Bis zur deutschen Wiedervereinigung am 3. Oktober 1990 war der „17. Juni“ 36 Jahre lang der Nationalfeiertag der Bundesrepublik Deutschland. Mit dem Einigungsvertrag und dem Ende der deutschen Teilung verlor der „17. Juni“ seinen Status als gesetzlicher Feiertag und geriet seit dem immer weiter in Vergessenheit.
„Als problematisch erweist sich die Einordnung des ‚17. Juni‘ in die deutsche Geschichte auch deshalb, weil sie als bloßer Teil der DDR-Geschichte wahrgenommen wird. Es bleibt eine Herausforderung, die DDR-Geschichte so in die deutsche Geschichte zu integrieren, dass sie Eingang ins historische Gedächtnis und in die historische Erinnerung findet.“
Ilko-Sascha Kowalczuk: 17. Juni 1953, München 2013, S. 121.

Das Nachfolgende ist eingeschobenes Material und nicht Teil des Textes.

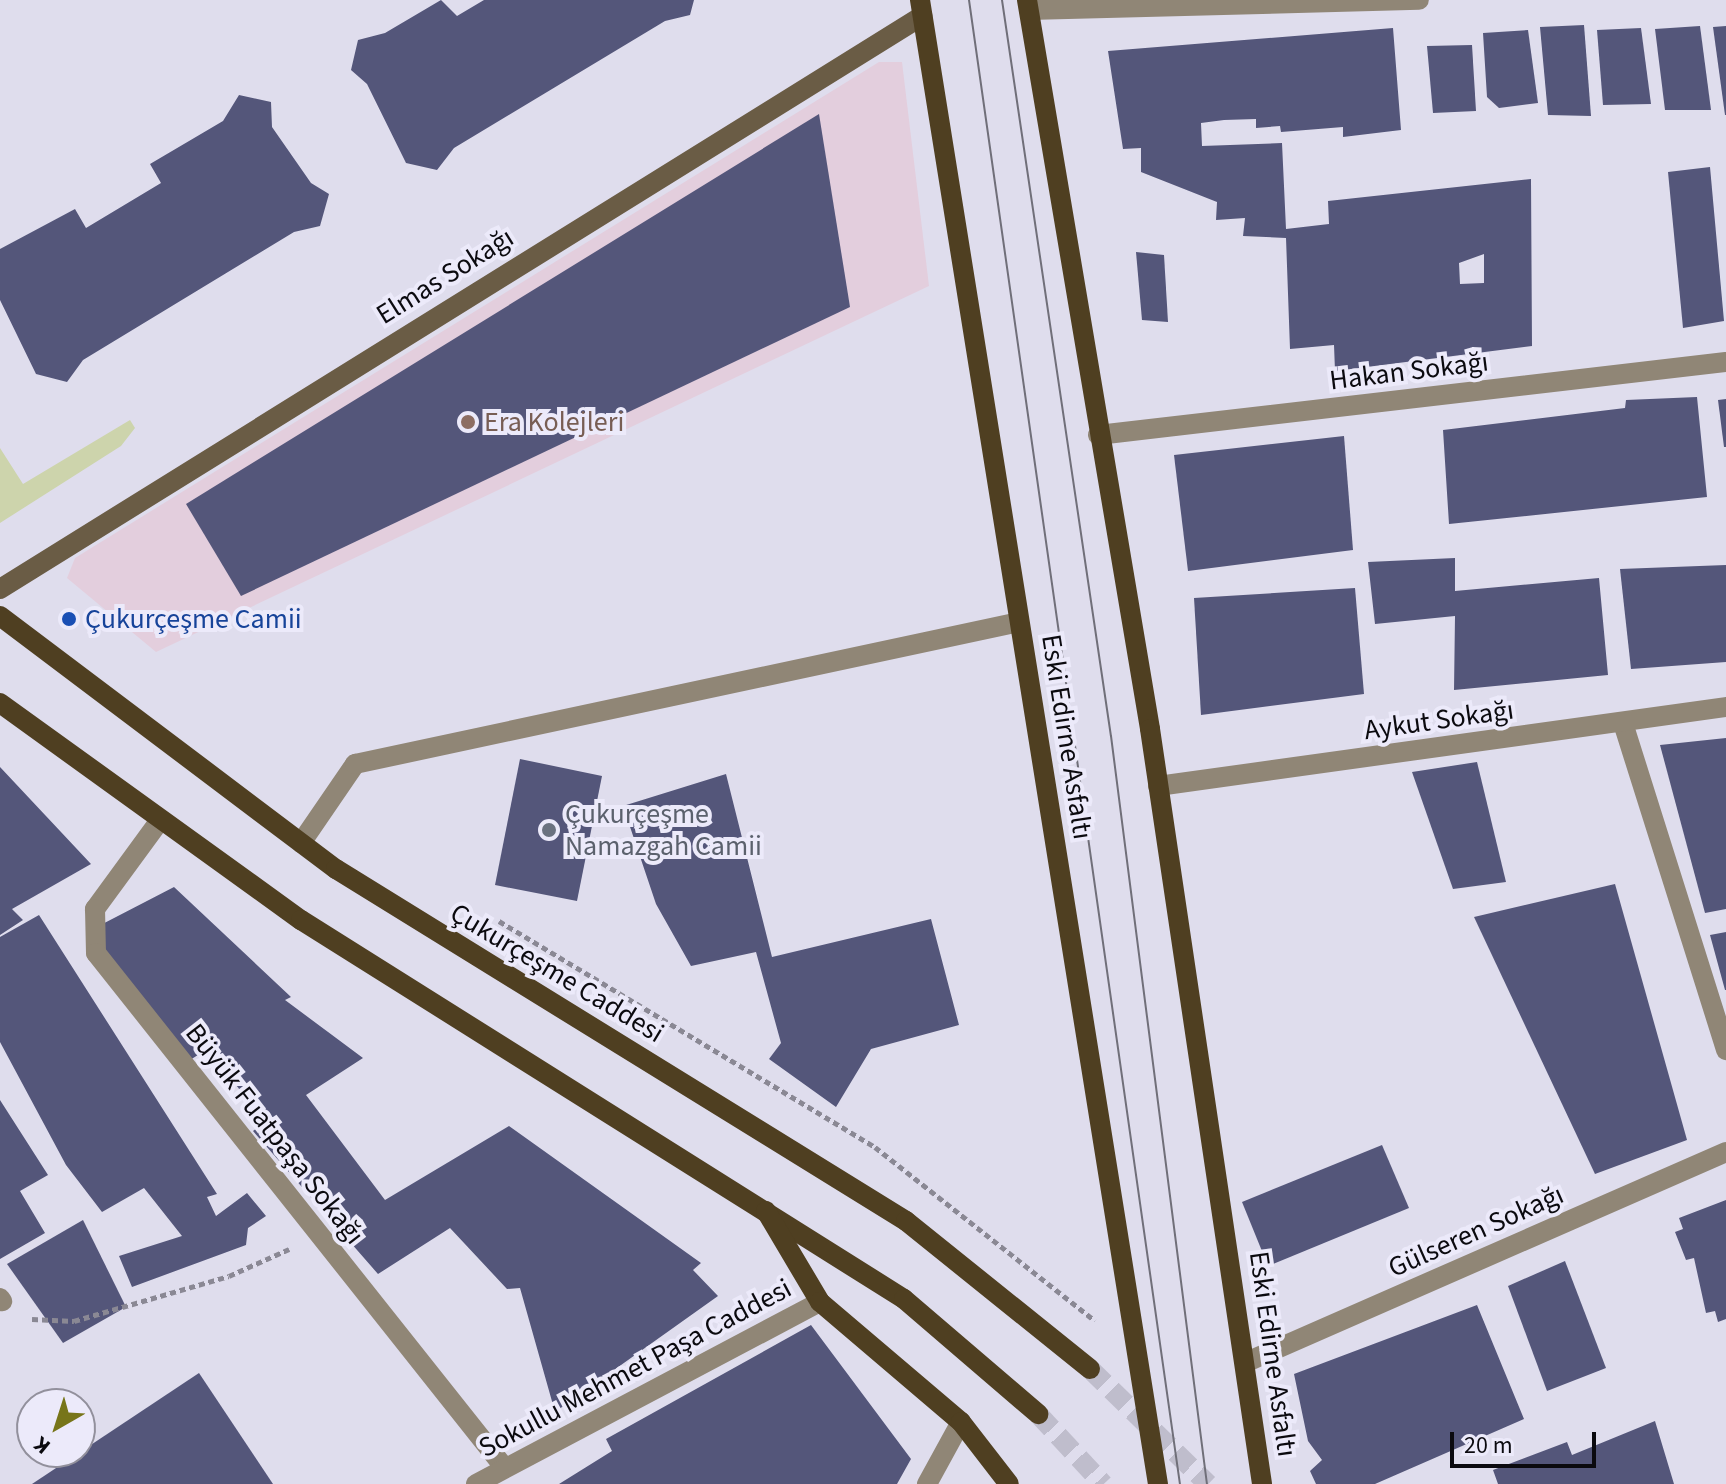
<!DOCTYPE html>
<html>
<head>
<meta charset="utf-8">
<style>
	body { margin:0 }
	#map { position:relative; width:1726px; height:1484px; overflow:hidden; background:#dfdded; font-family:"Source Sans 3",sans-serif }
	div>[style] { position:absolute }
	.education>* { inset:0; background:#e3cedd }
	.green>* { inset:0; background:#cdd4ac }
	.building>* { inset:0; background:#54567a }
	.primary-tunnel>* { height:20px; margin-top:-10px; transform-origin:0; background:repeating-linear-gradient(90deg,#bfbdcc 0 20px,transparent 0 30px) }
	.path>* { height:5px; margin-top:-2.5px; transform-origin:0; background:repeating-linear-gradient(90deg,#8a8894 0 6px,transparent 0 10px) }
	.lane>* { height:20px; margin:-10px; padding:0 10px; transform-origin:10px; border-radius:10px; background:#908676 }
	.street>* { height:20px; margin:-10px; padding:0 10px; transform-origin:10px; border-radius:10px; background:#908676 }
	.secondary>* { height:20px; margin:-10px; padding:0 10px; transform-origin:10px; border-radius:10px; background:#6a5c45 }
	.primary>* { height:20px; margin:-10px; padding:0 10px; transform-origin:10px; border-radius:10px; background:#4f3f21 }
	.tram>* { height:2px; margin:-1px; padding:0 1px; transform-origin:1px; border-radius:1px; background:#706f79 }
	.dots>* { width:22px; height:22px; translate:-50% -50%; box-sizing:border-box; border:4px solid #eceafa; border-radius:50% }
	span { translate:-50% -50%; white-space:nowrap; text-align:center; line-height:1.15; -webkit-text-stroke:8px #eceafa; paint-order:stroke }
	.street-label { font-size:28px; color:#0b0a0f }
	.education-label { font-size:28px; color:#785e54 }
	.left { translate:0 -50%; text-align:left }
	.transit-label { font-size:28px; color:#164399 }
	.worship-label { font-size:28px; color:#5b616d }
	.north { position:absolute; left:16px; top:1388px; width:80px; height:80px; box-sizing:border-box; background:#eceafa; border:2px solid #92909c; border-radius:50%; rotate:219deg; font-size:22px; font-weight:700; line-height:32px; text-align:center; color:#0b0a0f }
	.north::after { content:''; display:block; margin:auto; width:28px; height:36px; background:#777519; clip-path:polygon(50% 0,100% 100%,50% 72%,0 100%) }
	.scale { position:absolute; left:1450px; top:1432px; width:146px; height:36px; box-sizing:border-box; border:4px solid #0b0a0f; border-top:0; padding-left:10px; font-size:24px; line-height:28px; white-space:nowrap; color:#0b0a0f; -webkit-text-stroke:6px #eceafa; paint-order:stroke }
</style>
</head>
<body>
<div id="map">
	<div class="education">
		<i style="clip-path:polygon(879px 62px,902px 62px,929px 286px,156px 652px,67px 578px,75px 558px)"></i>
	</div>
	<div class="green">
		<i style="clip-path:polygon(130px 420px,135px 428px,121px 446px,0 523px,0 448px,23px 484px)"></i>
	</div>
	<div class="building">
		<i style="clip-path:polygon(441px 0,457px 16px,484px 0,694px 0,690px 15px,665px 21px,454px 148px,437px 170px,406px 163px,367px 84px,351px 70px,358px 40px,385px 33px)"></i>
		<i style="clip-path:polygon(1584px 25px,1591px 116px,1548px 115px,1540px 27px)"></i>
		<i style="clip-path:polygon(1700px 26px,1711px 110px,1665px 110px,1655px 29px)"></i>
		<i style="clip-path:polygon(1726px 26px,1726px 115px,1725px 115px,1713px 27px)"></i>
		<i style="clip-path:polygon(evenodd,1393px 28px,1401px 130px,1343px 137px,1343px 127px,1281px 132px,1280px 126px,1256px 128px,1256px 119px,1224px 120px,1201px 123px,1202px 146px,1282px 143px,1286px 229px,1329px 224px,1328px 201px,1531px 179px,1532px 346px,1335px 371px,1334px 345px,1290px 349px,1286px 238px,1243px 236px,1245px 218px,1216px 220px,1217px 202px,1141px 172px,1141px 148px,1123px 149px,1108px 51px,1393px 28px,1484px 254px,1484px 283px,1460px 284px,1459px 263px,1484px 254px)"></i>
		<i style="clip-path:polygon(1641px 28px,1651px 104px,1603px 105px,1597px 30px)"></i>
		<i style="clip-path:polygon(1528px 30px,1538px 103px,1499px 108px,1487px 97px,1483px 33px)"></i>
		<i style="clip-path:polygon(1472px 45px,1476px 111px,1433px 113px,1427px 46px)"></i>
		<i style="clip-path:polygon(239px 95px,271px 102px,272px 127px,311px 183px,329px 194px,320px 226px,294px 232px,83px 360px,67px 382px,36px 374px,0 300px,0 249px,75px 209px,86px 228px,161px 183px,150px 164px,223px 121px)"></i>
		<i style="clip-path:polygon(819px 114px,850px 307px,241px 596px,186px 504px)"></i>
		<i style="clip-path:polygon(1710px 167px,1724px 321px,1683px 328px,1668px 172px)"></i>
		<i style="clip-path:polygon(1136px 252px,1164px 255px,1168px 322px,1142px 320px)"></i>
		<i style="clip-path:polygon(1697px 397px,1707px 497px,1449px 524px,1443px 430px,1625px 408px,1626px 400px)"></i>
		<i style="clip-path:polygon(1726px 399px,1726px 447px,1724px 447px,1718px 400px)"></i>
		<i style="clip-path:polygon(1344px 436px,1353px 550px,1188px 571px,1174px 455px)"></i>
		<i style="clip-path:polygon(1455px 558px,1455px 591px,1599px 578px,1608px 675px,1454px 690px,1455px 616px,1375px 624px,1368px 562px)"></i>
		<i style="clip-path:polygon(1726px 565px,1726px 662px,1631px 669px,1620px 569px)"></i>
		<i style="clip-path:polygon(1355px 588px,1364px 694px,1201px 715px,1194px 598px)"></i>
		<i style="clip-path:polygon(1726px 738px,1726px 909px,1705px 913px,1660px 745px)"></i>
		<i style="clip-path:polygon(520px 759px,602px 776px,577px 901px,495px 885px)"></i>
		<i style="clip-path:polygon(1477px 762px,1506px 882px,1453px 889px,1412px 772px)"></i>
		<i style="clip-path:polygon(0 767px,91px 864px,12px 909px,23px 920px,0 935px)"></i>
		<i style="clip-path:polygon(726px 774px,772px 957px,931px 919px,959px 1025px,871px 1049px,836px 1107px,769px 1059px,781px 1043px,756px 952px,691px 966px,656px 904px,623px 806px)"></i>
		<i style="clip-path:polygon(1615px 884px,1687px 1140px,1595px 1174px,1474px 917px)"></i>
		<i style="clip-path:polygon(174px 887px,291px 997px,285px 1000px,363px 1058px,306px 1095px,385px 1200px,509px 1126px,701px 1263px,693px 1270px,718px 1296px,555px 1412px,520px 1288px,507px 1289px,450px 1228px,378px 1274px,253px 1131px,264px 1123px,209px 1048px,190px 1060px,87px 932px)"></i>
		<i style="clip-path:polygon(39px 915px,217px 1194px,207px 1197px,216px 1216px,247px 1193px,266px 1216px,248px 1228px,246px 1245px,132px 1287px,119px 1256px,182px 1236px,144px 1188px,102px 1212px,66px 1165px,0 1042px,0 937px)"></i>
		<i style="clip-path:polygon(1726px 932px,1726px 990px,1725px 990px,1710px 935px)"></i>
		<i style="clip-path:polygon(0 1100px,48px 1175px,20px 1191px,45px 1233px,0 1259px)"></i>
		<i style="clip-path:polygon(1382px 1145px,1409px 1208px,1268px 1266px,1242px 1202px)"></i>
		<i style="clip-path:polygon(1726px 1200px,1726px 1319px,1718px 1322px,1715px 1311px,1706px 1313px,1694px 1258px,1686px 1260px,1675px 1232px,1683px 1229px,1679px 1218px)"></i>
		<i style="clip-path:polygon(83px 1220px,126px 1307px,63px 1343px,7px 1264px)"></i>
		<i style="clip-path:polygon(1565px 1261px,1606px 1368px,1547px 1391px,1508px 1286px)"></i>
		<i style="clip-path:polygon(1477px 1305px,1524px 1419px,1375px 1484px,1316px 1484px,1310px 1471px,1322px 1460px,1308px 1441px,1294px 1374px)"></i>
		<i style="clip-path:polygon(811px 1325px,911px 1459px,897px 1484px,559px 1484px,612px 1451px,606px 1439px)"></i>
		<i style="clip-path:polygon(199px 1373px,273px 1484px,32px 1484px)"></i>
		<i style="clip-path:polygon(1655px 1421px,1674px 1484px,1498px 1484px,1493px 1470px,1567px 1442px,1572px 1455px)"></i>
	</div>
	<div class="primary-tunnel">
		<i style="left:1090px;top:1369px;width:165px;rotate:44.3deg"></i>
		<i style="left:1038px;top:1414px;width:96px;rotate:47.1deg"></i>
	</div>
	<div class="path">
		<i style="left:499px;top:921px;width:439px;rotate:31deg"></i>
		<i style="left:875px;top:1147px;width:280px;rotate:38.3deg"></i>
		<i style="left:32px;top:1319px;width:42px;rotate:2.7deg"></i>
		<i style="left:74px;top:1321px;width:161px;rotate:-16.2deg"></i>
		<i style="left:229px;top:1276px;width:66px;rotate:-24.2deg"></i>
	</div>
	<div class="lane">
		<i style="left:301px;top:843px;width:96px;rotate:-55.6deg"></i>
		<i style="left:355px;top:764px;width:679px;rotate:-12.07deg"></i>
	</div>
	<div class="street">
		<i style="left:1029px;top:10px;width:390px;rotate:-1.5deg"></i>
		<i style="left:1098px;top:435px;width:632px;rotate:-6.63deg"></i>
		<i style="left:1623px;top:723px;width:343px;rotate:72.5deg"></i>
		<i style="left:1158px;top:786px;width:573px;rotate:-7.92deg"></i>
		<i style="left:158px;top:823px;width:107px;rotate:126.2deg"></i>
		<i style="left:95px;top:909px;width:44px;rotate:88.7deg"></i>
		<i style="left:96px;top:953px;width:656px;rotate:51.56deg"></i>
		<i style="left:0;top:1298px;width:4px;rotate:56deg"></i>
		<i style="left:1249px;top:1361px;width:521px;rotate:-23.66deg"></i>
		<i style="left:476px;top:1484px;width:389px;rotate:-27.9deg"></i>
		<i style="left:927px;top:1484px;width:71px;rotate:-61.3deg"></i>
	</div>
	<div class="secondary">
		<i style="left:0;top:589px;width:1086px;rotate:-31.86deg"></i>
	</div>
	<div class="primary">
		<i style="left:920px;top:0;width:1503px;rotate:80.89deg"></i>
		<i style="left:1027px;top:0;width:739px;rotate:80.42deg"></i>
		<i style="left:1150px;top:729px;width:763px;rotate:81.56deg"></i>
		<i style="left:0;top:616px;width:421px;rotate:37deg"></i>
		<i style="left:336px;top:869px;width:670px;rotate:31.7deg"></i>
		<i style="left:906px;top:1221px;width:236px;rotate:38.8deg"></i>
		<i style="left:0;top:703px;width:371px;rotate:35.8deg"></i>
		<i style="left:301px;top:920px;width:712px;rotate:32.15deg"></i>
		<i style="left:904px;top:1299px;width:177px;rotate:40.6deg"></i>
		<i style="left:766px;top:1211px;width:106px;rotate:59.3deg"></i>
		<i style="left:820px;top:1302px;width:185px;rotate:40.4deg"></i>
		<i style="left:961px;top:1422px;width:78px;rotate:52.3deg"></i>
	</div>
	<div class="tram">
		<i style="left:969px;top:0;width:1499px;rotate:81.91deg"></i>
		<i style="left:1002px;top:0;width:744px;rotate:81.58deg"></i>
		<i style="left:1111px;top:736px;width:754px;rotate:82.69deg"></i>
	</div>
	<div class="dots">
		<i style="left:468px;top:422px;background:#8d6e63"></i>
		<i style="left:69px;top:619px;background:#1a4fb4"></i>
		<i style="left:549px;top:830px;background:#6b7280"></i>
	</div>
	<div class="street-label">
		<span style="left:445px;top:276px;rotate:-32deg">Elmas Sokağı</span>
		<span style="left:1409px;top:371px;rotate:-7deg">Hakan Sokağı</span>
		<span style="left:1439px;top:720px;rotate:-8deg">Aykut Sokağı</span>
		<span style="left:1067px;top:737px;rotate:81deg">Eski Edirne Asfaltı</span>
		<span style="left:557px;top:973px;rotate:31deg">Çukurçeşme Caddesi</span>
		<span style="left:275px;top:1134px;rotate:52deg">Büyük Fuatpaşa Sokağı</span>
		<span style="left:1476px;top:1231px;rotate:-24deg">Gülseren Sokağı</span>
		<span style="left:1273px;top:1354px;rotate:82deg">Eski Edirne Asfaltı</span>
		<span style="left:635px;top:1368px;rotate:-28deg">Sokullu Mehmet Paşa Caddesi</span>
	</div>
	<div class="education-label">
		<span class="left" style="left:484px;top:422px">Era Kolejleri</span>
	</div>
	<div class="transit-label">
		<span class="left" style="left:85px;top:619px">Çukurçeşme Camii</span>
	</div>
	<div class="worship-label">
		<span class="left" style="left:565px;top:830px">Çukurçeşme<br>Namazgah Camii</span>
	</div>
	<div class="north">K</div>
	<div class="scale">20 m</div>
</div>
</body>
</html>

Das mutige Aufbegehren der Demonstrierenden für Freiheit und Selbstbestimmung am „17. Juni“ gegen das DDR-Regime sollte stärker in das kulturelle Gedächtnis der bundesdeutschen Geschichte als Moment progressiver Selbstermächtigung mit zum Teil tödlichen Folgen gerückt werden.
Die Erinnerung und das Gedenken an die Opfer des Volksaufstandes, die für demokratische Ideale getötet wurden, sind heute, im Angesicht einer Zunahme globaler totalitärer Machtsysteme und Kriege auch in Europa, wichtiger denn je. Auch in Westdeutschland, wo das Gedenken an den Volksaufstand und den damit verbundenen Opfern in heutiger Zeit noch geringer ausgeprägt ist als auf dem Gebiet der ehemaligen DDR, wäre eine umfangreichere Würdigung des „17. Juni“ in der politischen Bildung und besonders auch im schulischen Kontext wünschenswert. Zum heutigen 70. Jahrestag wird deutschlandweit mit verschiedenen Veranstaltungen an die Opfer des Volksaufstandes erinnert.